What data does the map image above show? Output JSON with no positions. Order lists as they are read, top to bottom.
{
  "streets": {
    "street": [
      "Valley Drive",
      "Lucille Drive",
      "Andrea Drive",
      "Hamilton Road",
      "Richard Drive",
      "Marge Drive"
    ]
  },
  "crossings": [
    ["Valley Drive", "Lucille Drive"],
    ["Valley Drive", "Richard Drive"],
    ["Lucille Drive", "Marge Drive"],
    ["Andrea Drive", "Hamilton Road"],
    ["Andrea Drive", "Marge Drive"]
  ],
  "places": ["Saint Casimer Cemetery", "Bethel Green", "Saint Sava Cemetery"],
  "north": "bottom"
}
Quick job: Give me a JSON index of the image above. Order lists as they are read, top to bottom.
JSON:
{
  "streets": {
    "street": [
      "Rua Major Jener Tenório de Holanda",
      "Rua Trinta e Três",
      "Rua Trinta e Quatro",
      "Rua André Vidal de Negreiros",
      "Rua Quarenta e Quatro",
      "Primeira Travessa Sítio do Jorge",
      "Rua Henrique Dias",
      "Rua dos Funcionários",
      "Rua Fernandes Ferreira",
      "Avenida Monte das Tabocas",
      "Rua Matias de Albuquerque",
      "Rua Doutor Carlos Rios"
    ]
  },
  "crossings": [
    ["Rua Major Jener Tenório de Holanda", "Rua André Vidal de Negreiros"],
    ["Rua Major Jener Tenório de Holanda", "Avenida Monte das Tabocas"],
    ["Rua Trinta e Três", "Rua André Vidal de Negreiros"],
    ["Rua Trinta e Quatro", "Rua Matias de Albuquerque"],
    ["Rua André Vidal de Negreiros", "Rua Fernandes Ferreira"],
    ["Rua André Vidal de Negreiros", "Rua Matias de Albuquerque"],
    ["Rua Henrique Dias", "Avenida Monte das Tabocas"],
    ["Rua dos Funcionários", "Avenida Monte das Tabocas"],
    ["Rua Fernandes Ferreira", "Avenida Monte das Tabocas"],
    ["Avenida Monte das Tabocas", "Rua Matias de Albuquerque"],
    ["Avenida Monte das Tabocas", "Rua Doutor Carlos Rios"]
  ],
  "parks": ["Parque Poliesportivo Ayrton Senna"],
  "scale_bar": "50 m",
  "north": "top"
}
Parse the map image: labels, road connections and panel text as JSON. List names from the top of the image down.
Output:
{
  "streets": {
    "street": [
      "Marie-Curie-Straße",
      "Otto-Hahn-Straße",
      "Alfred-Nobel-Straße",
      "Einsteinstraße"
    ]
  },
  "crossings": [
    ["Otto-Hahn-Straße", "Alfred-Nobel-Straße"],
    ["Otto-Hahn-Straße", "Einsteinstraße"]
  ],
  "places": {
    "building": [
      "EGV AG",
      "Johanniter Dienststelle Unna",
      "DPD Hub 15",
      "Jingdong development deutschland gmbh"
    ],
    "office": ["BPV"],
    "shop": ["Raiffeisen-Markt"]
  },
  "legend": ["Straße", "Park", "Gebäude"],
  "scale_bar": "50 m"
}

▶ [Directions for this task]: Go through the records and copy all of them exactly.

▶ [Response to the task]:
What data does the map image above show? Output JSON with no positions. Order lists as they are read, top to bottom.
{
  "streets": {
    "street": [
      "Valley Drive",
      "Lucille Drive",
      "Andrea Drive",
      "Hamilton Road",
      "Richard Drive",
      "Marge Drive"
    ]
  },
  "crossings": [
    ["Valley Drive", "Lucille Drive"],
    ["Valley Drive", "Richard Drive"],
    ["Lucille Drive", "Marge Drive"],
    ["Andrea Drive", "Hamilton Road"],
    ["Andrea Drive", "Marge Drive"]
  ],
  "places": ["Saint Casimer Cemetery", "Bethel Green", "Saint Sava Cemetery"],
  "north": "bottom"
}
Quick job: Give me a JSON index of the image above. Order lists as they are read, top to bottom.
JSON:
{
  "streets": {
    "street": [
      "Rua Major Jener Tenório de Holanda",
      "Rua Trinta e Três",
      "Rua Trinta e Quatro",
      "Rua André Vidal de Negreiros",
      "Rua Quarenta e Quatro",
      "Primeira Travessa Sítio do Jorge",
      "Rua Henrique Dias",
      "Rua dos Funcionários",
      "Rua Fernandes Ferreira",
      "Avenida Monte das Tabocas",
      "Rua Matias de Albuquerque",
      "Rua Doutor Carlos Rios"
    ]
  },
  "crossings": [
    ["Rua Major Jener Tenório de Holanda", "Rua André Vidal de Negreiros"],
    ["Rua Major Jener Tenório de Holanda", "Avenida Monte das Tabocas"],
    ["Rua Trinta e Três", "Rua André Vidal de Negreiros"],
    ["Rua Trinta e Quatro", "Rua Matias de Albuquerque"],
    ["Rua André Vidal de Negreiros", "Rua Fernandes Ferreira"],
    ["Rua André Vidal de Negreiros", "Rua Matias de Albuquerque"],
    ["Rua Henrique Dias", "Avenida Monte das Tabocas"],
    ["Rua dos Funcionários", "Avenida Monte das Tabocas"],
    ["Rua Fernandes Ferreira", "Avenida Monte das Tabocas"],
    ["Avenida Monte das Tabocas", "Rua Matias de Albuquerque"],
    ["Avenida Monte das Tabocas", "Rua Doutor Carlos Rios"]
  ],
  "parks": ["Parque Poliesportivo Ayrton Senna"],
  "scale_bar": "50 m",
  "north": "top"
}
Parse the map image: labels, road connections and panel text as JSON. List names from the top of the image down.
Output:
{
  "streets": {
    "street": [
      "Marie-Curie-Straße",
      "Otto-Hahn-Straße",
      "Alfred-Nobel-Straße",
      "Einsteinstraße"
    ]
  },
  "crossings": [
    ["Otto-Hahn-Straße", "Alfred-Nobel-Straße"],
    ["Otto-Hahn-Straße", "Einsteinstraße"]
  ],
  "places": {
    "building": [
      "EGV AG",
      "Johanniter Dienststelle Unna",
      "DPD Hub 15",
      "Jingdong development deutschland gmbh"
    ],
    "office": ["BPV"],
    "shop": ["Raiffeisen-Markt"]
  },
  "legend": ["Straße", "Park", "Gebäude"],
  "scale_bar": "50 m"
}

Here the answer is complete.